Probabilmente soltanto gli adulti (> 70 cm CCL) o al più individui large-juveniles, sono poi in grado di contrastare tale corrente e nel caso degli adulti, di ripercorrere all'indietro la stessa strada per tornare a riprodursi e nidificare nell’Atlantico occidentale. Per cui i giovani atlantici

condividono il foraging ground di individui Mediterranei senza incrociarsi con loro.

Figura 14. Principale modello di circolazione superficiale del Mar Mediterraneo (Bergamasco and Malanotte-Rizzoli 2010).

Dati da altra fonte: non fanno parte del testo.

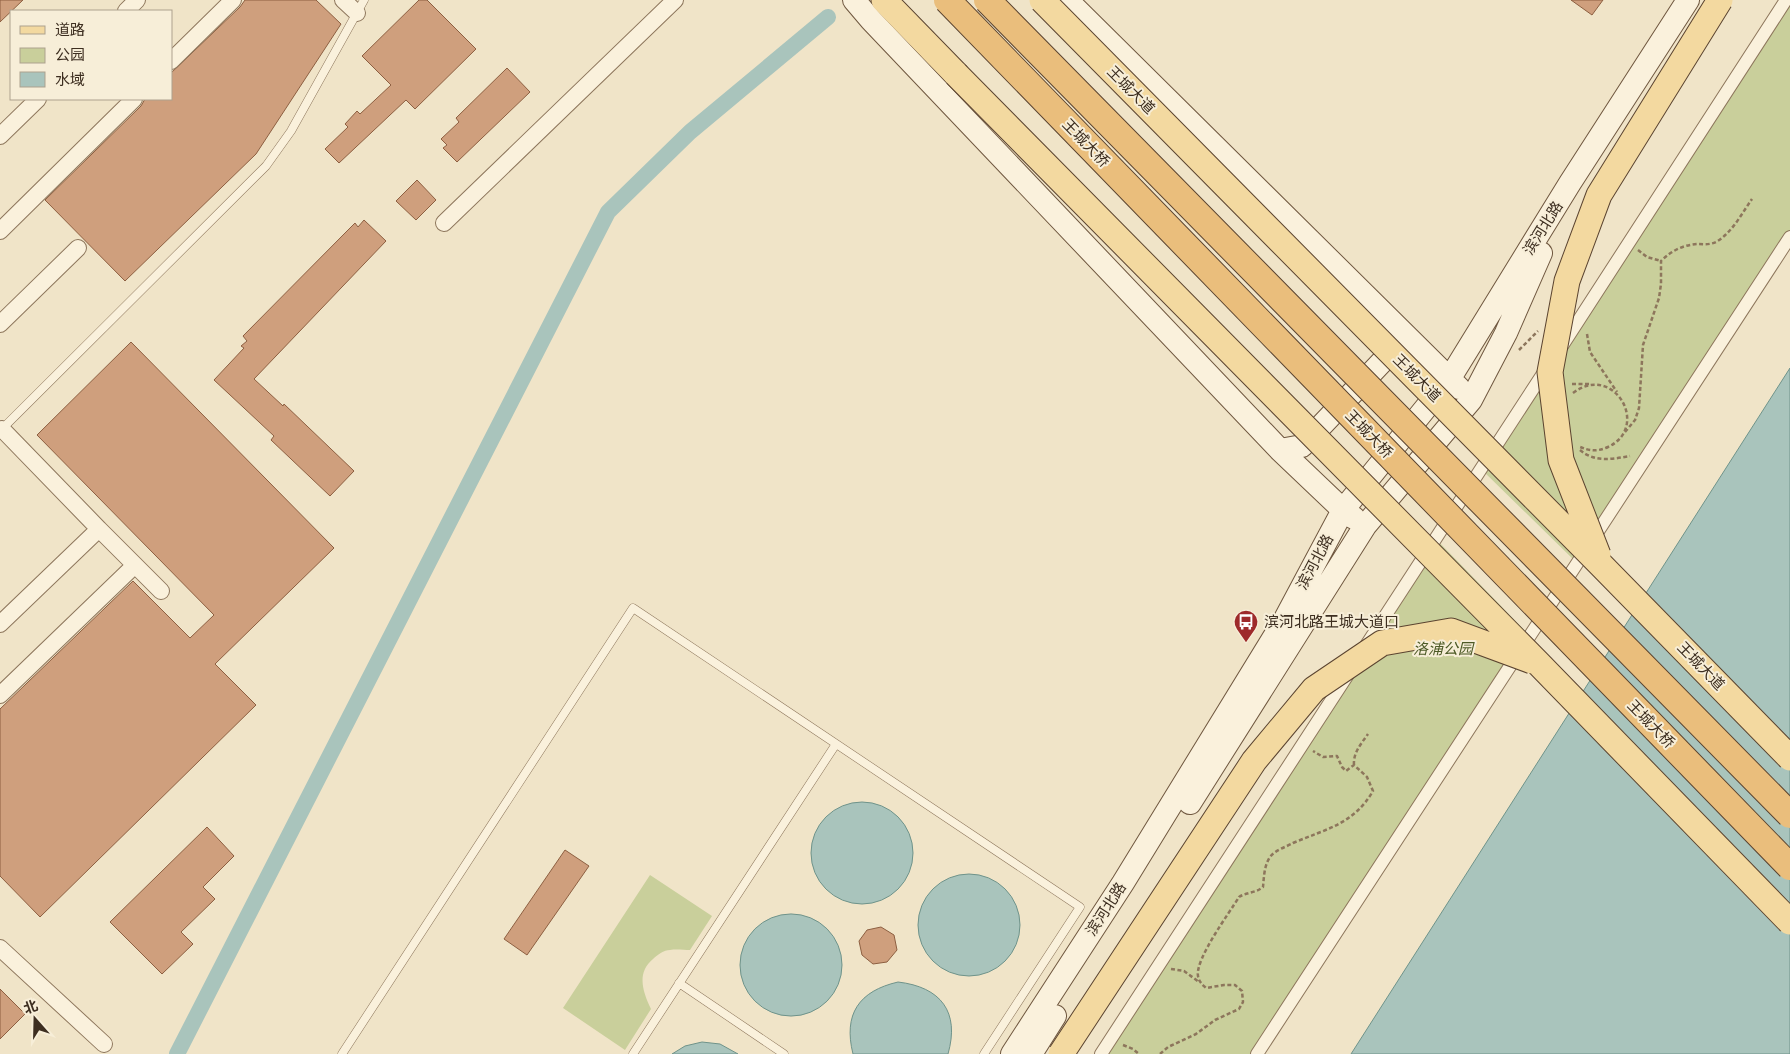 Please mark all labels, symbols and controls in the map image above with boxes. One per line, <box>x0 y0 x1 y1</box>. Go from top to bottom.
legend <box>10 10 172 100</box>
text: 道路 <box>55 22 85 38</box>
text: 公园 <box>55 47 85 63</box>
street label: 王城大道 <box>1104 63 1158 117</box>
text: 水域 <box>55 72 85 88</box>
street label: 王城大桥 <box>1059 116 1113 170</box>
street label: 滨河北路 <box>1519 198 1566 258</box>
street label: 王城大道 <box>1390 351 1444 405</box>
street label: 王城大桥 <box>1342 407 1396 461</box>
street label: 滨河北路 <box>1293 531 1336 592</box>
bus stop icon: 滨河北路王城大道口 <box>1233 609 1259 643</box>
place label: 滨河北路王城大道口 <box>1264 613 1399 630</box>
street label: 王城大道 <box>1674 639 1728 693</box>
park label: 洛浦公园 <box>1413 641 1475 657</box>
street label: 王城大桥 <box>1624 697 1678 751</box>
street label: 滨河北路 <box>1082 879 1129 939</box>
north arrow <box>10 994 60 1044</box>
text: 北 <box>22 998 40 1017</box> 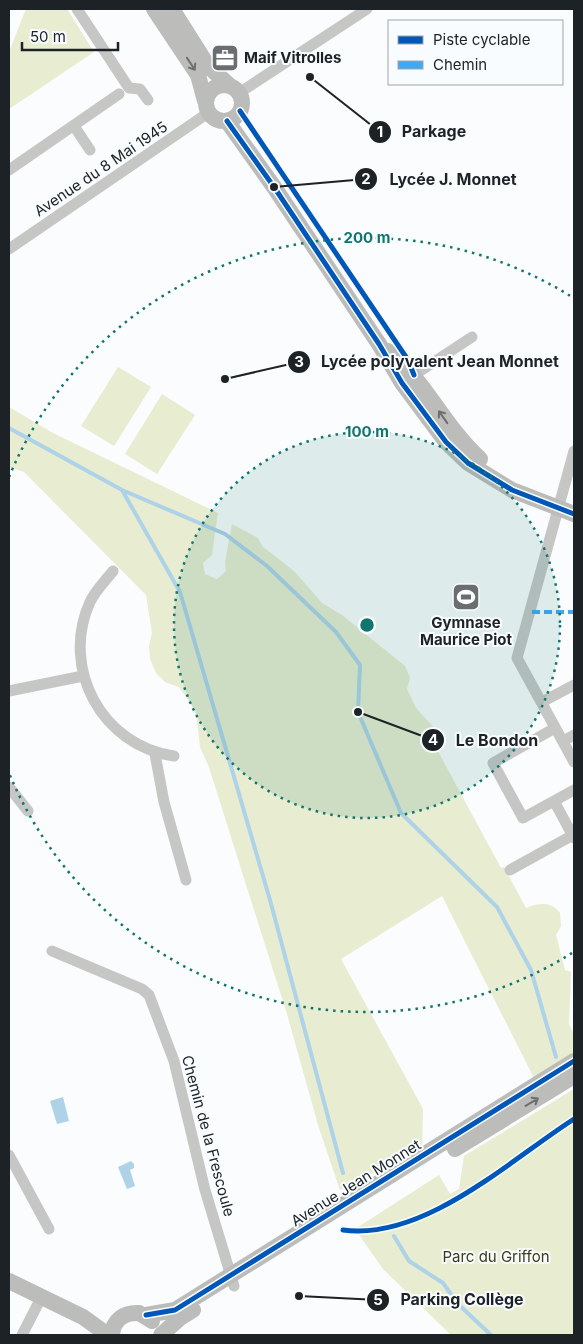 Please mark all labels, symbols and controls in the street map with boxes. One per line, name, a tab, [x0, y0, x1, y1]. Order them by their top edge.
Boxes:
scale bar	[22, 20, 119, 52]
legend	[388, 20, 563, 85]
text: 50 m	[30, 27, 66, 46]
text: Piste cyclable	[433, 30, 530, 49]
office icon: Maif Vitrolles	[210, 43, 240, 73]
place label: Maif Vitrolles	[244, 48, 341, 67]
text: Chemin	[433, 55, 487, 74]
one-way arrow	[186, 57, 196, 71]
callout: Parkage	[367, 116, 477, 147]
street label: Avenue du 8 Mai 1945	[30, 117, 171, 220]
text: Parkage	[402, 121, 466, 141]
text: 1	[377, 122, 383, 141]
callout: Lycée J. Monnet	[354, 163, 526, 194]
text: 2	[361, 169, 371, 188]
text: Lycée J. Monnet	[389, 169, 517, 189]
text: 200 m	[344, 228, 390, 247]
callout: Lycée polyvalent Jean Monnet	[286, 346, 569, 377]
text: Lycée polyvalent Jean Monnet	[321, 351, 559, 371]
text: 3	[294, 352, 304, 371]
one-way arrow	[438, 410, 448, 424]
text: 100 m	[345, 422, 389, 441]
sports icon: Gymnase Maurice Piot	[451, 582, 481, 612]
place label: Gymnase Maurice Piot	[420, 613, 513, 649]
centre of rings	[358, 616, 376, 634]
callout: Le Bondon	[420, 724, 548, 755]
text: 4	[428, 730, 438, 749]
text: Le Bondon	[456, 730, 538, 750]
street label: Chemin de la Frescoule	[178, 1053, 239, 1219]
one-way arrow	[524, 1097, 538, 1107]
street label: Avenue Jean Monnet	[287, 1135, 424, 1230]
park label: Parc du Griffon	[442, 1247, 550, 1266]
callout: Parking Collège	[366, 1284, 534, 1315]
text: Parking Collège	[400, 1289, 524, 1309]
text: 5	[373, 1290, 383, 1309] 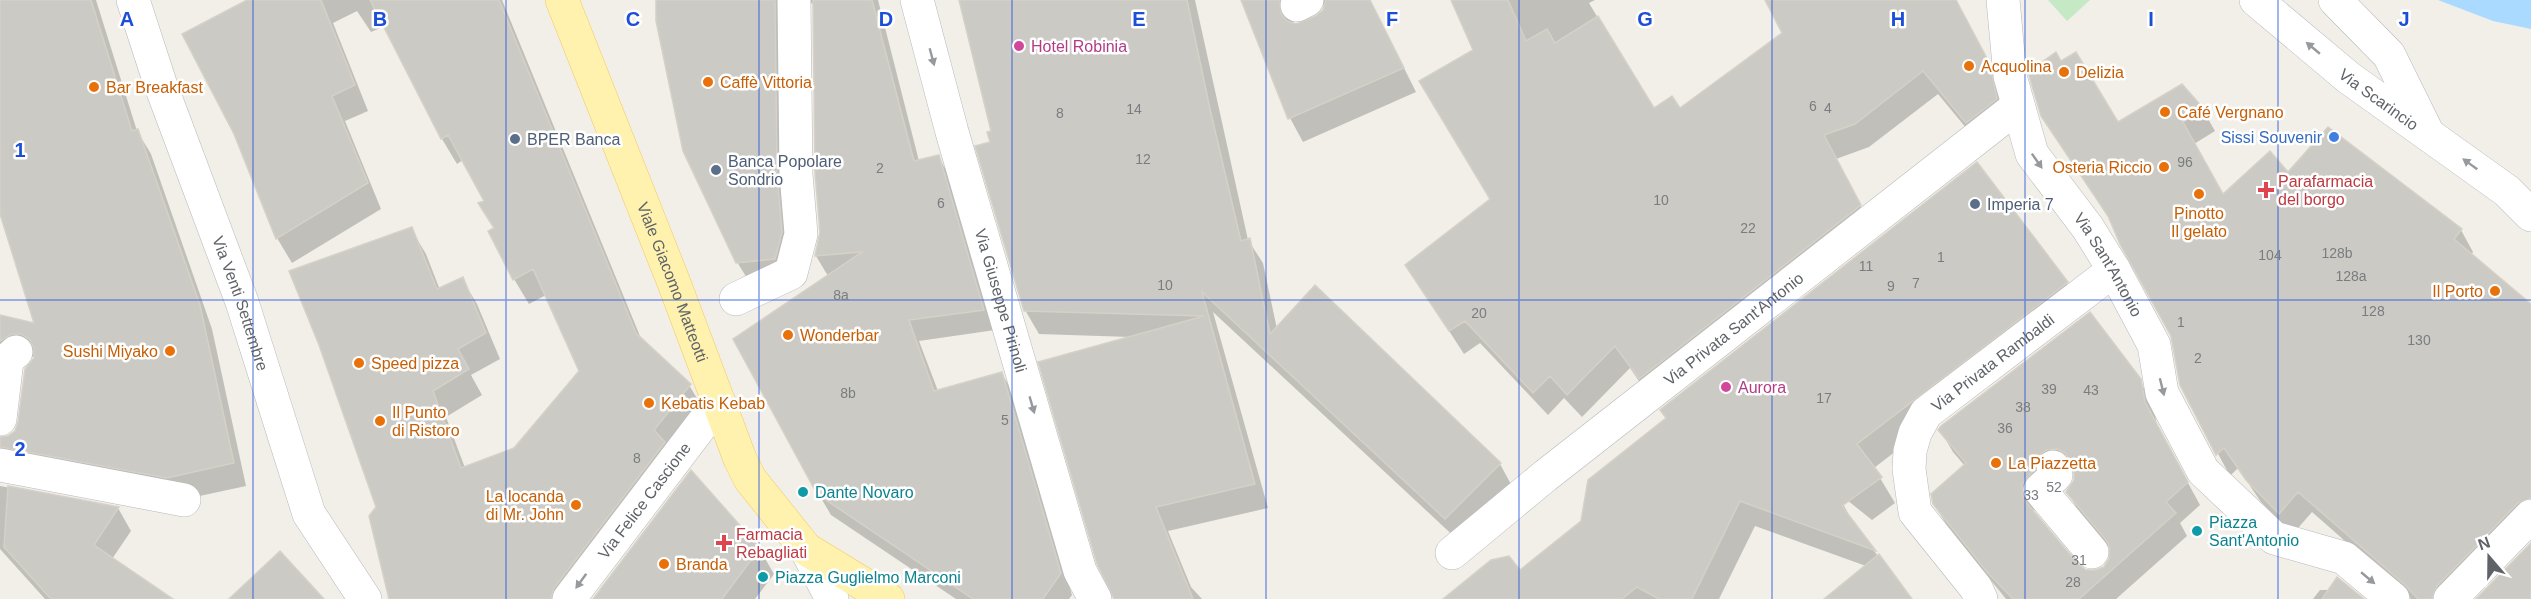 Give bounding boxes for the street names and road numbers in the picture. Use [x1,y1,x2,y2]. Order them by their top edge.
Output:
street label: Via Scarincio [2336,65,2422,133]
street label: Viale Giacomo Matteotti [634,200,711,364]
street label: Via Sant'Antonio [2071,209,2146,319]
street label: Via Giuseppe Pirinoli [972,227,1030,374]
street label: Via Venti Settembre [210,234,272,373]
street label: Via Privata Sant'Antonio [1661,269,1806,388]
street label: Via Privata Rambaldi [1928,311,2057,414]
street label: Via Felice Cascione [595,439,694,562] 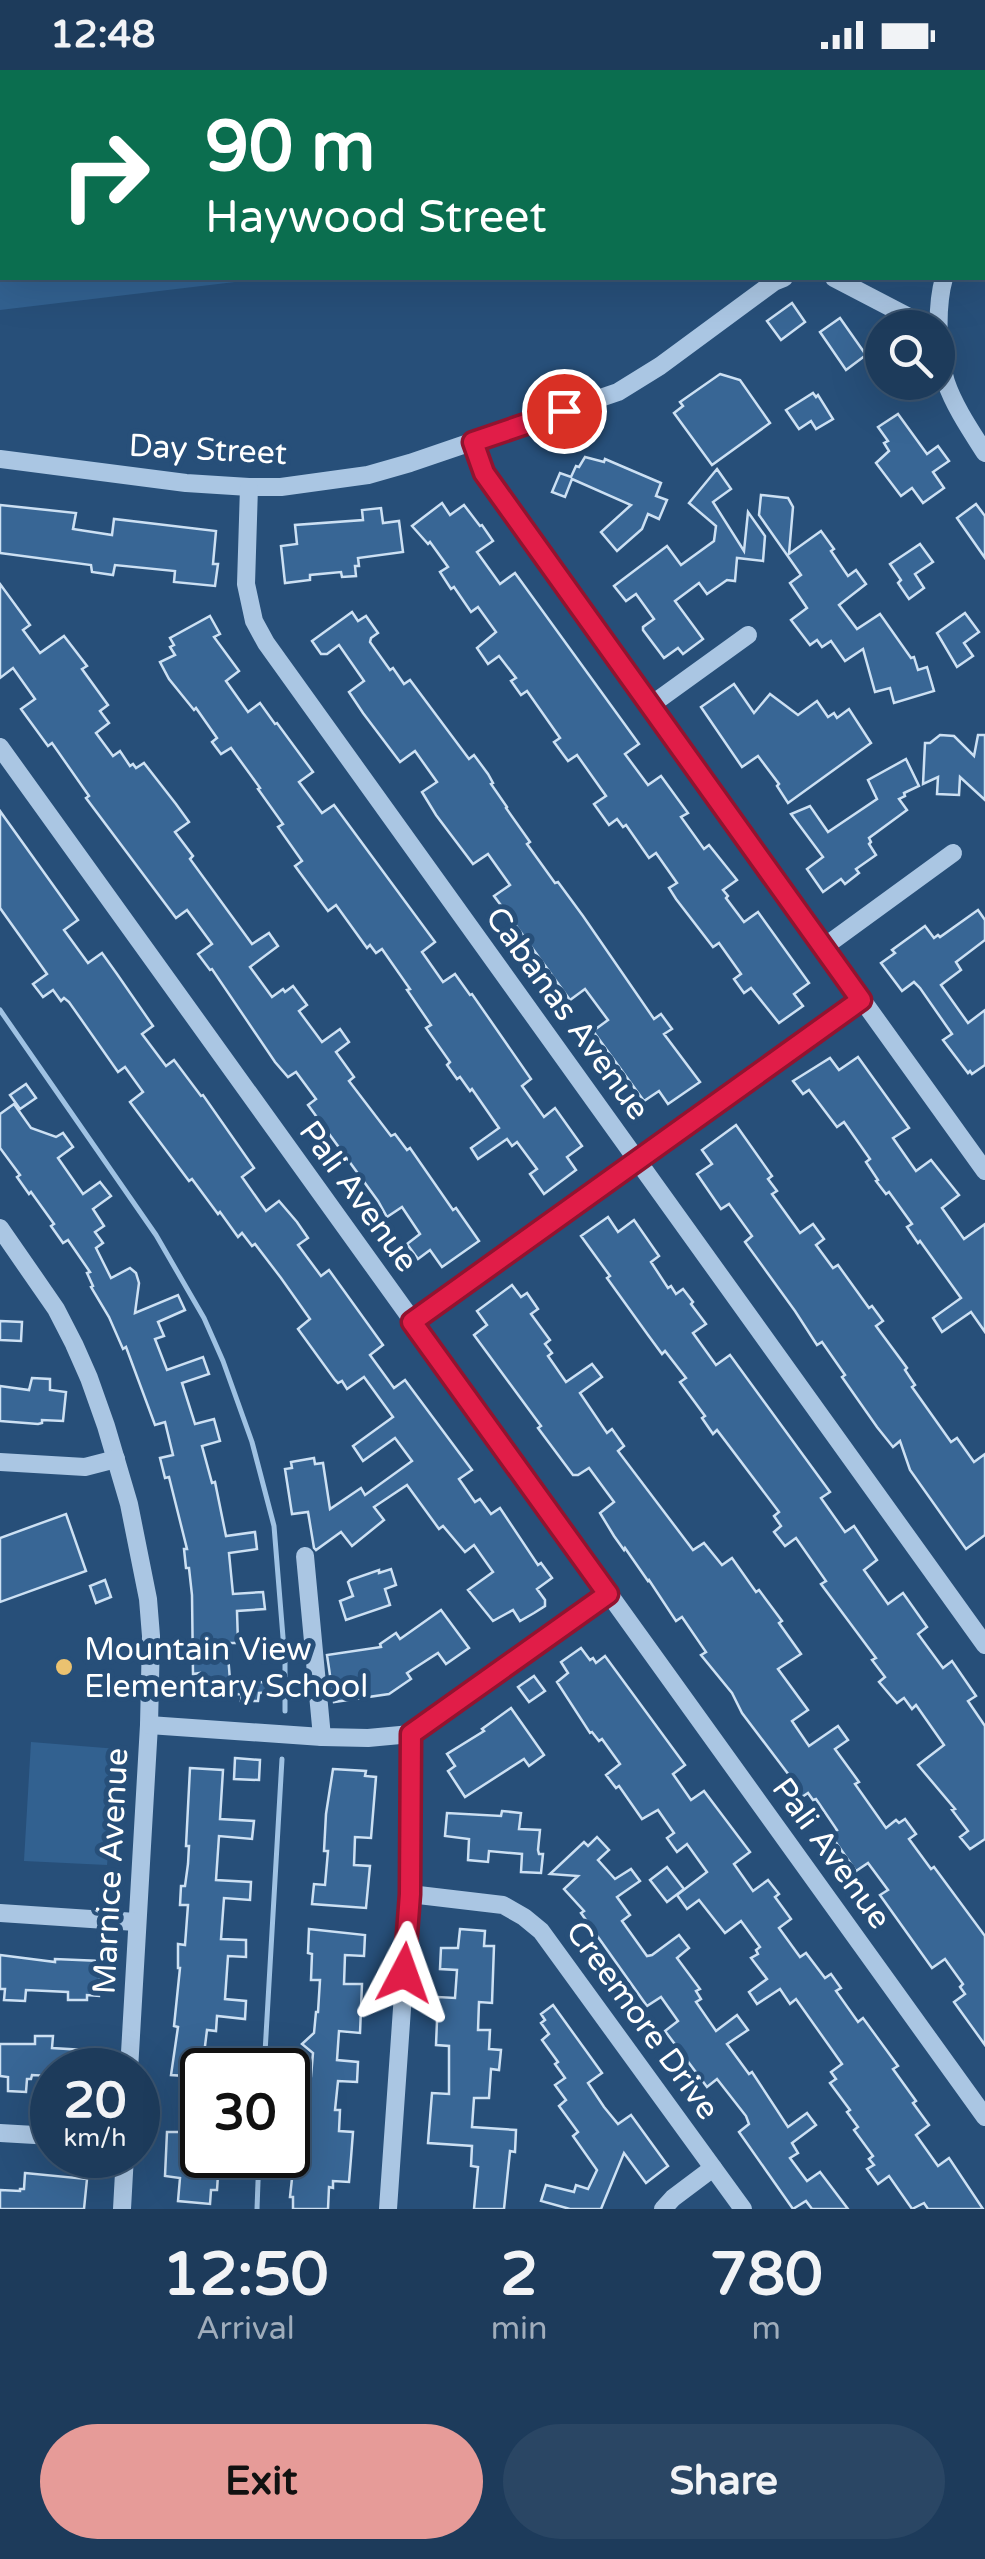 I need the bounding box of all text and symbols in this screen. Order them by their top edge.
text: 12:48 [50,12,155,58]
text: 90 m [205,106,375,190]
icon: right [40,110,170,240]
text: Haywood Street [205,191,547,245]
map controls [865,310,955,400]
button: search [865,310,955,400]
pin [522,369,607,454]
icon: arrive [537,384,592,439]
street label: Day Street [128,427,288,473]
street label: Cabanas Avenue [477,900,657,1128]
street label: Pali Avenue [291,1114,426,1280]
place label: Mountain View Elementary School [84,1631,368,1706]
marker: Mountain View Elementary School [53,1656,75,1678]
street label: Marnice Avenue [86,1747,136,1995]
street label: Pali Avenue [764,1771,899,1937]
street label: Creemore Drive [557,1914,727,2127]
position arrow [352,1921,456,2025]
speed limit sign: 30 [180,2048,310,2178]
text: 20 [64,2071,126,2131]
text: km/h [64,2123,126,2153]
text: 12:50 [162,2239,329,2311]
text: 2 [500,2239,538,2311]
text: 780 [710,2239,823,2311]
text: Arrival [196,2310,295,2348]
text: min [491,2310,548,2348]
text: m [752,2310,781,2348]
button: Exit [40,2424,483,2539]
button: Share [503,2424,945,2539]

Anche un aplotipo Libico (CC-A2.9), individuato dallo studio di Clusa e Carreras (Clusa et al. 2014), caratterizza individui presenti nel bacino Algerino. Questa componente libica è

probabilmente soggetta ai vortici di corrente a mesoscala tipici dello Ionio, che intrappola i piccoli appena schiusi e ne previene la dispersione verso est; dal bacino Ionico è possibile che correnti verso ovest sospingano i Libici verso il bacino Algerino, nel Mar Tirreno e nel Catalano-Balearico. Nel bacino Sud Levantino invece, vi è una buona parte dei nidi della Turchia occidentale, insieme a quelli di Israele e Libano (Garofalo et al. 2013).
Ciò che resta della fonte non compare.